In your case, having experienced a miscarriage at 12 weeks of pregnancy, it is understandable to be concerned about the implications of PCOS on your fertility and the risk of future miscarriages. The fact that your doctor indicated that PCOS can lead to an increased risk of miscarriage is consistent with current medical understanding. The hormonal imbalances associated with PCOS can affect the uterine environment, making it less conducive to sustaining a pregnancy.

1. Chromosomal Testing: Given your history of miscarriage and the subsequent complications, it may be advisable for both partners to undergo chromosomal testing. This can help identify any genetic factors that might contribute to miscarriage or fertility issues. While PCOS itself is not a genetic disorder, it can have hereditary components, and understanding both partners' genetic backgrounds can provide valuable insights into your reproductive health.
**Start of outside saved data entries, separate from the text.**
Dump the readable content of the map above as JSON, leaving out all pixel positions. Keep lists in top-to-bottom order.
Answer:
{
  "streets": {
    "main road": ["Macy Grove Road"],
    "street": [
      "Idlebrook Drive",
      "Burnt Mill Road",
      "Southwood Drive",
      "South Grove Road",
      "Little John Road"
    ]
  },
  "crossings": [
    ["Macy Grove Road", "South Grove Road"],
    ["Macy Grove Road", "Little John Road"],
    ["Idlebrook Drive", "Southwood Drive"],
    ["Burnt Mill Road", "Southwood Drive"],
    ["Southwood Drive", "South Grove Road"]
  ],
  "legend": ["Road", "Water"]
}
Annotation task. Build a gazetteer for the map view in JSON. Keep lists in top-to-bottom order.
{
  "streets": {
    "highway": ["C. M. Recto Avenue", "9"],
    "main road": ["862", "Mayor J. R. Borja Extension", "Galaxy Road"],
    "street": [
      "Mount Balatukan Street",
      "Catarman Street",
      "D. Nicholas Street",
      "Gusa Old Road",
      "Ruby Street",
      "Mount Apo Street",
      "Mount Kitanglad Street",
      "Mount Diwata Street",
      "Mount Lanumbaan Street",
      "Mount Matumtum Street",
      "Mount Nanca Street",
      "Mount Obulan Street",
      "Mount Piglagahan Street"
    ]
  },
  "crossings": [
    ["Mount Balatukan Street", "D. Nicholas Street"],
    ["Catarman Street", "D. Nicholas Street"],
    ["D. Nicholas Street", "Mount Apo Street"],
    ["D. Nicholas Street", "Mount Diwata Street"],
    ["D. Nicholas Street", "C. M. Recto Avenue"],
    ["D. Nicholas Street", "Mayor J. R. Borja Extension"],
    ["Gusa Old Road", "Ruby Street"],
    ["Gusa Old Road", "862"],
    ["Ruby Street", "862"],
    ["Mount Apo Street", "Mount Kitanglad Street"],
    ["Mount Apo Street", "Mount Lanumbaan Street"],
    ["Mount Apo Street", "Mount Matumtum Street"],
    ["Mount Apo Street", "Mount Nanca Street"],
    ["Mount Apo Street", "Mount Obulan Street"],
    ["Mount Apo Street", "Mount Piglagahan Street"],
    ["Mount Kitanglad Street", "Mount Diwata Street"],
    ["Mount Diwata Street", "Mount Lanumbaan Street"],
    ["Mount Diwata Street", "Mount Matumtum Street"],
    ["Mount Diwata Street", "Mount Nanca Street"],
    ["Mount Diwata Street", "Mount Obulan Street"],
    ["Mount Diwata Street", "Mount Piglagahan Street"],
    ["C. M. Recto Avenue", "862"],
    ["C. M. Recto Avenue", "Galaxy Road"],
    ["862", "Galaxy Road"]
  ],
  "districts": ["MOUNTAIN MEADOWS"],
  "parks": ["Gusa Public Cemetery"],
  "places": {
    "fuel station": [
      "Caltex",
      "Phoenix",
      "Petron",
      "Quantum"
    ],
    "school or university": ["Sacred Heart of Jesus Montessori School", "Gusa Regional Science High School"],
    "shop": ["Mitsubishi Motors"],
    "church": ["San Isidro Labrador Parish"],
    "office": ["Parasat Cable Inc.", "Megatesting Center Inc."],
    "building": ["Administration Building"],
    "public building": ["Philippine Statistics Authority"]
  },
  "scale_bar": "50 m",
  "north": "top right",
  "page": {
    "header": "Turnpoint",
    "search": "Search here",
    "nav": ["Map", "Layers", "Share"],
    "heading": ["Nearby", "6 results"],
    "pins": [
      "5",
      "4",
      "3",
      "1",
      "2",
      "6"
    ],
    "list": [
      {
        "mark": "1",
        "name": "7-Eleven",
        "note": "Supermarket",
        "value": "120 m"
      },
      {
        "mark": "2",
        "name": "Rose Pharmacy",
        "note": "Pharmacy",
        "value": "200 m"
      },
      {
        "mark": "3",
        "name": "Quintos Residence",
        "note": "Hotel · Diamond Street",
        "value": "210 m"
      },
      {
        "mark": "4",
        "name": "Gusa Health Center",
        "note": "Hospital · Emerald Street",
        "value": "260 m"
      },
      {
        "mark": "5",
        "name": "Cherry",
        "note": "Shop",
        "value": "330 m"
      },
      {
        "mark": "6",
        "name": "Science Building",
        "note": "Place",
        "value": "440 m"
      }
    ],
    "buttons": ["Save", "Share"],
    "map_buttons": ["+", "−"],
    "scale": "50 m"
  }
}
2. Use of Utrogestan: Regarding the use of Utrogestan (progesterone), it is often prescribed to help maintain the uterine lining and support early pregnancy, particularly in women with a history of miscarriage or those with irregular cycles. Your understanding of the dosing schedule seems appropriate; however, it is crucial to follow your physician's specific recommendations. The typical approach is to start taking progesterone after ovulation and continue until the expected onset of menstruation. If you are trying to maintain a 30-day cycle, starting on day 15 and continuing for 10-12 days could be beneficial, but this should be confirmed with your healthcare provider.

3. Natural Ovulation: The use of progesterone does not directly induce ovulation; rather, it helps to stabilize the uterine lining after ovulation has occurred. If you are looking to enhance your chances of natural ovulation, your doctor may recommend ovulation induction medications, such as Clomiphene Citrate or Letrozole, which can help stimulate ovulation in women with PCOS.

4. Managing PCOS: Managing PCOS effectively often involves lifestyle changes, including maintaining a healthy weight, regular exercise, and a balanced diet. These changes can help regulate menstrual cycles and improve insulin sensitivity, which is often impaired in women with PCOS. Additionally, medications such as Metformin may be prescribed to help manage insulin levels and improve ovulatory function.

5. Emotional Support: The journey of trying to conceive, especially with the added challenges of PCOS and previous miscarriages, can be emotionally taxing. Seeking support from counseling or support groups can be beneficial in navigating the emotional aspects of fertility challenges.

In conclusion, while PCOS can complicate the journey to motherhood, many women with this condition do successfully conceive and carry pregnancies to term. It is essential to work closely with your healthcare provider to develop a personalized plan that addresses your specific needs and concerns. Regular monitoring, appropriate medical interventions, and lifestyle adjustments can significantly improve your chances of achieving a healthy pregnancy. Remember, you are not alone in this journey, and there are resources and support available to help you along the way.